Lo studio guidato dalla Northwestern University ha analizzato i dati, relativi alla mortalità da nuovo Coronavirus, forniti da ospedali e cliniche di vari Paesi tra cui Italia, Germania, Francia, Regno Unito, Spagna, Cina, Stati Uniti, Svizzera, Corea del Sud e Iran. La ricerca è stata pubblicata su medRxiv e presentata sul sito ufficiale dell’ateneo statunitense. Ha dichiarato Vadim Backman, alla guida dello studio:
Il sistema sanitario del Nord Italia è uno dei migliori nel mondo. Differenze nella mortalità esistono persino se si guarda a persone dello stesso gruppo d’età. Mentre le restrizioni riguardo i test effettivamente variano, le differenze nella mortalità rimangono anche se guardiamo a Paesi o popolazioni con il medesimo tasso di applicazione dei test. Al contrario, abbiamo riscontrato una significativa correlazione tra mortalità e carenza di vitamina D.

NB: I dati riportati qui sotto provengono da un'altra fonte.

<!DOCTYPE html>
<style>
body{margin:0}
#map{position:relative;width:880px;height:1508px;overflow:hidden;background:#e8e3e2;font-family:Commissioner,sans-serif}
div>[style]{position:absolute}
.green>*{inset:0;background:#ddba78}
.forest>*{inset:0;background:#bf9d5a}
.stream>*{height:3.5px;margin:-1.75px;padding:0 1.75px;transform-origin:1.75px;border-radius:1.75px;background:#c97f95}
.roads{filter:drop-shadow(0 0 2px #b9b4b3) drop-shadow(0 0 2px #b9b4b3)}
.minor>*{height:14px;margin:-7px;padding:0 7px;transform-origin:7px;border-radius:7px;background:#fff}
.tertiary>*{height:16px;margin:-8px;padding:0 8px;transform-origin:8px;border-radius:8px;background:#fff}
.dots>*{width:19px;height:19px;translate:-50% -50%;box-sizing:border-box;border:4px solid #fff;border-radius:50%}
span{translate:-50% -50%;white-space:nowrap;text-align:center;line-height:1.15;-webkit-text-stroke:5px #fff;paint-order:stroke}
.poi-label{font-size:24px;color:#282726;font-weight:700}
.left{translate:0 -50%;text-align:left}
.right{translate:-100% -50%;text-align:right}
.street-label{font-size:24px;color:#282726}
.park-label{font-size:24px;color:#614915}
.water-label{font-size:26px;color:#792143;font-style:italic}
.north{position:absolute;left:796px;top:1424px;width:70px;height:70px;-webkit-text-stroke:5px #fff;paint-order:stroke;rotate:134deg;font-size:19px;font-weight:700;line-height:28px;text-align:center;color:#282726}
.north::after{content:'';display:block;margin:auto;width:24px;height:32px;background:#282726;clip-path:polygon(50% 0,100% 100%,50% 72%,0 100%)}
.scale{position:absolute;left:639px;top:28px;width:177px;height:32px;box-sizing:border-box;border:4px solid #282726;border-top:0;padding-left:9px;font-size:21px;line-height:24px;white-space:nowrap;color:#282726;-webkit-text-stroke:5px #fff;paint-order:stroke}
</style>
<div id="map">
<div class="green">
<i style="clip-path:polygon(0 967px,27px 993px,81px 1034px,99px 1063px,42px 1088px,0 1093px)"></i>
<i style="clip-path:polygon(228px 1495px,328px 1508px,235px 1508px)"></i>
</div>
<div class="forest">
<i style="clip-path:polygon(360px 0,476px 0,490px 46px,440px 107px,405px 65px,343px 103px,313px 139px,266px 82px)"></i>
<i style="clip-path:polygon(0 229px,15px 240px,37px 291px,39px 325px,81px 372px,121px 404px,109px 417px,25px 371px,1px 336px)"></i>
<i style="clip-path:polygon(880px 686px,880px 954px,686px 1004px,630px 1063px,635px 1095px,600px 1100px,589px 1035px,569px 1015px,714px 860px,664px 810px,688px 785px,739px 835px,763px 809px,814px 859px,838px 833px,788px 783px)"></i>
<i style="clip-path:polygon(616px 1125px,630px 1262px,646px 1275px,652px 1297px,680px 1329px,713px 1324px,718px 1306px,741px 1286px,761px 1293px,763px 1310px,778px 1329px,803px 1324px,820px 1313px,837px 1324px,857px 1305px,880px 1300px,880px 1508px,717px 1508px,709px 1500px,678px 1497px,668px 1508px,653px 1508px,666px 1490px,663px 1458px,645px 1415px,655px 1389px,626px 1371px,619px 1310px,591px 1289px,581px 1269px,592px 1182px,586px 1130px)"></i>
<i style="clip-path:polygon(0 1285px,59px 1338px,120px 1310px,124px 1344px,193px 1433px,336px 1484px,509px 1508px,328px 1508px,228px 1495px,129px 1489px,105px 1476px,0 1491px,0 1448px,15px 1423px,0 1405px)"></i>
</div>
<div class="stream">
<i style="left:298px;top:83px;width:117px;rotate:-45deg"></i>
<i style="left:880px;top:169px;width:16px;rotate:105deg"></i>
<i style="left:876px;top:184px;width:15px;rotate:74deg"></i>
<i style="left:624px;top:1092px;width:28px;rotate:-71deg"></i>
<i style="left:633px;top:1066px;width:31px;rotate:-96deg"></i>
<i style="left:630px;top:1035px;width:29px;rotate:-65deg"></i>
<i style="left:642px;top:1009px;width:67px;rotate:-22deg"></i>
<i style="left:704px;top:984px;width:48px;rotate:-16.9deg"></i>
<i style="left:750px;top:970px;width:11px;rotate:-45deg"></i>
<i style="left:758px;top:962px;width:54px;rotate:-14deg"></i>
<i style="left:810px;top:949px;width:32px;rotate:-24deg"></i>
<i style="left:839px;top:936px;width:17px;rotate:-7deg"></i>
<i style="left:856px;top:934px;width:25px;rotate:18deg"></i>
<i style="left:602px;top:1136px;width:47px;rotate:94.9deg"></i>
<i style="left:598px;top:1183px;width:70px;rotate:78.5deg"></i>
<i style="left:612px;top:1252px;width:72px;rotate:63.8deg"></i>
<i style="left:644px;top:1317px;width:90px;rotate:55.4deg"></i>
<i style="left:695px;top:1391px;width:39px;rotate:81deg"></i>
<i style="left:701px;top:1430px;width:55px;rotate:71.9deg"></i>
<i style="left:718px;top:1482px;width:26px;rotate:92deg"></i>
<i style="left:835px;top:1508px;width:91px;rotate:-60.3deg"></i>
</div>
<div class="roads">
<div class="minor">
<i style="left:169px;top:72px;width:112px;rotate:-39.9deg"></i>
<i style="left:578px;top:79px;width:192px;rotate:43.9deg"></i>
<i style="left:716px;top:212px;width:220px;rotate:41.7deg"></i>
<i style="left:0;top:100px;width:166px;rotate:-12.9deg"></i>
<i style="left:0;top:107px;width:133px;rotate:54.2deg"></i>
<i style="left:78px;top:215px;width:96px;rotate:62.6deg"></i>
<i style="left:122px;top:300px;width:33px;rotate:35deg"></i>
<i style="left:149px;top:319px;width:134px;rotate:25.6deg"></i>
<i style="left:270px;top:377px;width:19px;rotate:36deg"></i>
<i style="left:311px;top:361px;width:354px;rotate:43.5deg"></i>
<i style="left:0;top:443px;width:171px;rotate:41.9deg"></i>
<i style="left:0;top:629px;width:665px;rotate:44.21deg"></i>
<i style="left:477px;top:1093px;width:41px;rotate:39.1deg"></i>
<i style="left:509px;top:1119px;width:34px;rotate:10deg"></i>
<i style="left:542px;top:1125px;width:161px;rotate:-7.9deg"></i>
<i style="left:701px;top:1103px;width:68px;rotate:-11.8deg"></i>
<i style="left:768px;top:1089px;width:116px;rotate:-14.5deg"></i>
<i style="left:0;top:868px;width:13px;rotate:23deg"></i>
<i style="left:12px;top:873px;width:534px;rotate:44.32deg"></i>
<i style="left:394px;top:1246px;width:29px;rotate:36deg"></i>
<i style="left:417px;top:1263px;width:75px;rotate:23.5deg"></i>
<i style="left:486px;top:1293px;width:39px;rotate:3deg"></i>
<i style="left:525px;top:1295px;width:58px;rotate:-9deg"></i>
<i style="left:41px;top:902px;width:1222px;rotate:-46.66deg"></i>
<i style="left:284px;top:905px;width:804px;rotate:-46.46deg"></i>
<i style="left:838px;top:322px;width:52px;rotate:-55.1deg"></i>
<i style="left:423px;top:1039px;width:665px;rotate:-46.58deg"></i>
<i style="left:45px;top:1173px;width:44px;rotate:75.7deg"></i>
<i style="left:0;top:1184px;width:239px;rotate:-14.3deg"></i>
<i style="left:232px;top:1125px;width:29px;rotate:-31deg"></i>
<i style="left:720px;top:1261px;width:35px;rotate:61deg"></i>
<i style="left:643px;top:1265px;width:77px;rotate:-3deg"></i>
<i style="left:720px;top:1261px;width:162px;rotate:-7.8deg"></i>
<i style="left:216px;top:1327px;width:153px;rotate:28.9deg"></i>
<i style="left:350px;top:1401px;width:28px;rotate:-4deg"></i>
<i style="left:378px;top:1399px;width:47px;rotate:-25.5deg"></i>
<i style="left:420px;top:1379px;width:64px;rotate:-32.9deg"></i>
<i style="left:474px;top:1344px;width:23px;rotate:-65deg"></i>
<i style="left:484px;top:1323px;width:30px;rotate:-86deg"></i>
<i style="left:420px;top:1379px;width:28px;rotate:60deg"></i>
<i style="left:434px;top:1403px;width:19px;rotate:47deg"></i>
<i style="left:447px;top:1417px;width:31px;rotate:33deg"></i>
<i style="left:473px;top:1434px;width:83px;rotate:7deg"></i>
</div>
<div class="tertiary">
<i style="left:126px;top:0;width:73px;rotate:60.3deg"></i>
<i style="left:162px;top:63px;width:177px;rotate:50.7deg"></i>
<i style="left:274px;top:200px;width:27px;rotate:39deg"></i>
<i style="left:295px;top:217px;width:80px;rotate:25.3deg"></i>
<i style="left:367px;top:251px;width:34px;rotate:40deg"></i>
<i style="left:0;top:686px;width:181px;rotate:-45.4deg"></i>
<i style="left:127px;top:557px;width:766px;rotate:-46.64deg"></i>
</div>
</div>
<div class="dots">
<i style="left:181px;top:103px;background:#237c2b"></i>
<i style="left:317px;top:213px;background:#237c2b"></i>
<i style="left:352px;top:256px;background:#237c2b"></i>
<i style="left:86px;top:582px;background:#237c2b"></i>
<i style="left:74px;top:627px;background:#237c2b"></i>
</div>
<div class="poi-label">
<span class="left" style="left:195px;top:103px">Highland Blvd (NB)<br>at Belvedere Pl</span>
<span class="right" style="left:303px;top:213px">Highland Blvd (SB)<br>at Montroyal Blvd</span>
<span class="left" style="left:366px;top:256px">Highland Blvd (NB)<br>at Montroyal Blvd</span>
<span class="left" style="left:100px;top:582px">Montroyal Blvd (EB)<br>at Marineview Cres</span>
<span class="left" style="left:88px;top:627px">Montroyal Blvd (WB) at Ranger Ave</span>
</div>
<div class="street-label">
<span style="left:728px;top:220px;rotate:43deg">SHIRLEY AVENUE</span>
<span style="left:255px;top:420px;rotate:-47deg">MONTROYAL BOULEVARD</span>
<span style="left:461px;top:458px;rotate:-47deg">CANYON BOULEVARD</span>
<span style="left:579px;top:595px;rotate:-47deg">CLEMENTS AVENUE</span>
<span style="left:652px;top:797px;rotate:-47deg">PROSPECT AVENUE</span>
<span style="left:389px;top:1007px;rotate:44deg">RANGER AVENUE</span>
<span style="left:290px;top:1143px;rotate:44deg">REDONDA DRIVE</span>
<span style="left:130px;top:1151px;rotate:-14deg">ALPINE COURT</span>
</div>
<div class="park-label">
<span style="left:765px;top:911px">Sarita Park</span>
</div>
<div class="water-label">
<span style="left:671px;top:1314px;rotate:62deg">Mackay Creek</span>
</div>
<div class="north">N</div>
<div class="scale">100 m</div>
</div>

I ricercatori hanno riscontrato inoltre una forte correlazione tra carenza di vitamina D e un fenomeno di iperinfiammazione noto come “tempesta di citochine”. Questo processo innesca una reazione eccessiva da parte del sistema immunitario, spiega Backman, con il rischio di favorire danni polmonari e l’insorgenza di condizioni più gravi in relazione al Coronavirus.
Secondo Backman assicurare un livello ottimale di vitamina D non aiuta a prevenire il contagio da Covid-19, ma permette all’organismo di reagire meglio all’infezione riducendo il rischio di sviluppare una sintomatologia più grave e potenzialmente fatale.
Lo studio statunitese potrebbe contribuire, insieme a due precedenti lavori pubblicati in questi mesi (il più recente quello australiano, pubblicato a fine aprile), a modificare il parere espresso dal Ministero della Salute in merito alla vitamina D, per la quale non si è ritenuto finora sufficiente il corpo di ricerca a supporto di un suo ruolo attivo nel contrastare il Coronavirus.